Auburn researchers using Apple iPads to help children with Autism Spectrum Disorder

AUBURN – Researchers in Auburn University’s College of Education, along with Birmingham-based PUSH Product Design, are designing Apple iPad applications to improve the social and communications skills of young children with Autism Spectrum Disorder.

In June, Scott Renner and Margaret Flores will begin working with 10 students between the ages of four and 14 diagnosed with Autism Spectrum Disorder. The researchers will evaluate the children’s social and communication skills, teach them how to use the iPads and then observe and assess improvement of those skills in a classroom setting.

The team’s proposal is one of only four this year to receive a $20,000 Tech in the Works grant from the National Center for Technology Innovation. The awards honor researchers and vendors who work together to examine ways in which innovative assistive technologies can benefit students with special needs. The proposal is “Touching Lives and Creating Abilities: Social and Communication Skills with the iPad.”

Renner is coordinator of assistive technology and Flores is an assistant professor in the Department of Special Education, Rehabilitation, Counseling/School Psychology. Both hold leadership positions in the university’s new Center for Disability Research Service.

PUSH Product Design has developed communications software that may be especially helpful to children with limited verbal skills. Children will be able to express themselves through touch-activated voice recordings and to improve social interactions through video storytelling. Some of the children who will use the devices have vocabularies of 10 words or less.

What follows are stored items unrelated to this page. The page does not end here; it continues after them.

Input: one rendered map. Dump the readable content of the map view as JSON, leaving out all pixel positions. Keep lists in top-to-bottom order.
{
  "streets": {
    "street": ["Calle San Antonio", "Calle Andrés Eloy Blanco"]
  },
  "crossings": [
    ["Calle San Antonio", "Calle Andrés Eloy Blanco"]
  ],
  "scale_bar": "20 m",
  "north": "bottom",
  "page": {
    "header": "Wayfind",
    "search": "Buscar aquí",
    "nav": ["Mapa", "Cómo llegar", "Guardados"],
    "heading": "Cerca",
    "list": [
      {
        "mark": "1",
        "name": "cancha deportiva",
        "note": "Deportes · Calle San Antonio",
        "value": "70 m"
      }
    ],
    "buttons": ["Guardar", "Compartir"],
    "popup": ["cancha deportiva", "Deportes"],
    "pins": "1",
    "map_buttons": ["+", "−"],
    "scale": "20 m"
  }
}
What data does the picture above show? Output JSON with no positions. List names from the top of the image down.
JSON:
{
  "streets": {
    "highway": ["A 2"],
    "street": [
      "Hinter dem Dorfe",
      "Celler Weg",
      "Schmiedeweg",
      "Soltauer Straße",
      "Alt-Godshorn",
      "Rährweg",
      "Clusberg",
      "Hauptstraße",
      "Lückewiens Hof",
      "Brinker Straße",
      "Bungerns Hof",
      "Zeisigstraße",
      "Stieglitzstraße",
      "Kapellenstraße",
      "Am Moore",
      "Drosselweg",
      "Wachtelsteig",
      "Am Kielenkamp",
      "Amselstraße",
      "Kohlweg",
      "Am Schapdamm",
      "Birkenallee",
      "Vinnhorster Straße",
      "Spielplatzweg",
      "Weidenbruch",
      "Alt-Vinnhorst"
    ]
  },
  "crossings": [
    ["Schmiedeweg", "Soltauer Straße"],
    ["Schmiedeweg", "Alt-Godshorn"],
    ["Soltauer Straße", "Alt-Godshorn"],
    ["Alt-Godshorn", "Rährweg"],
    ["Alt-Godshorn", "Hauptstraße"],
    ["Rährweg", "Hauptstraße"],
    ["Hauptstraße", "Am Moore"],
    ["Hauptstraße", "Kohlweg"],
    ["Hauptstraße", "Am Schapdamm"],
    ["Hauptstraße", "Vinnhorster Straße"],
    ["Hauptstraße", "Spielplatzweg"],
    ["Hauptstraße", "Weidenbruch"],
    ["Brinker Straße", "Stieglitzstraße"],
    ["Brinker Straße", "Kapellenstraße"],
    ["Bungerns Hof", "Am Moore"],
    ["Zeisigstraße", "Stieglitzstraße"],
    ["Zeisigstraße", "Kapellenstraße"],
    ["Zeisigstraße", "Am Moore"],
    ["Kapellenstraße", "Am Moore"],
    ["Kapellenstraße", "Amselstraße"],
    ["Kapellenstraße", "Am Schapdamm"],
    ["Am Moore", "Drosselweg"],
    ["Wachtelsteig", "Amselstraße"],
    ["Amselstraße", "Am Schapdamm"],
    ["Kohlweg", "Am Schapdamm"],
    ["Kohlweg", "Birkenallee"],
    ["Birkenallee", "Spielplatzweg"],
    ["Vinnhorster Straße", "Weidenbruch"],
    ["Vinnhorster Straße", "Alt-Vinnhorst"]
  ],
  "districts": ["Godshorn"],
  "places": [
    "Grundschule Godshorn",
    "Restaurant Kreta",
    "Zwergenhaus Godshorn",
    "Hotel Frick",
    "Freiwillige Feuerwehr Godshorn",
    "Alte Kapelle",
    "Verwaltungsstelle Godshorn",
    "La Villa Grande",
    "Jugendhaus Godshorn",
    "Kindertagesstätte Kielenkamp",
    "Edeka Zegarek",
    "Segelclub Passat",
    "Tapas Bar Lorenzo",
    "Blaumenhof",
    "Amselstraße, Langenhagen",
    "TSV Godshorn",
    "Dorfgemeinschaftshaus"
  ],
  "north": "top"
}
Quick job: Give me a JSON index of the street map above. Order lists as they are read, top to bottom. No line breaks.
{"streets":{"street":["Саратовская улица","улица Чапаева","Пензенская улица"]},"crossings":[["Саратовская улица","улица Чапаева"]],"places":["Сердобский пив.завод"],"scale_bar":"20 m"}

Applications will include settings for home, school, shopping, restaurants, the beach, the movies and the playground. For example, to express a desire to eat, a child can touch icons to convey food preference. One recording states: “I want a snack. I want pretzels.”

The video storytelling application is designed to help children understand their own behavior. The stories describe situations in which a student might need help and suggest appropriate reactions.

Flores wants to compare the effectiveness of using the iPad with the more traditional use of picture cards. She says that although picture cards have proved effective and they help language development, the iPad is more portable and easily customized.

Renner says cost is a significant advantage of the iPad over other high-tech options. Some communications devices designed for non-verbal children can cost several thousand dollars. An iPad, loaded with individually tailored applications, sells for a fraction of the cost of many alternatives.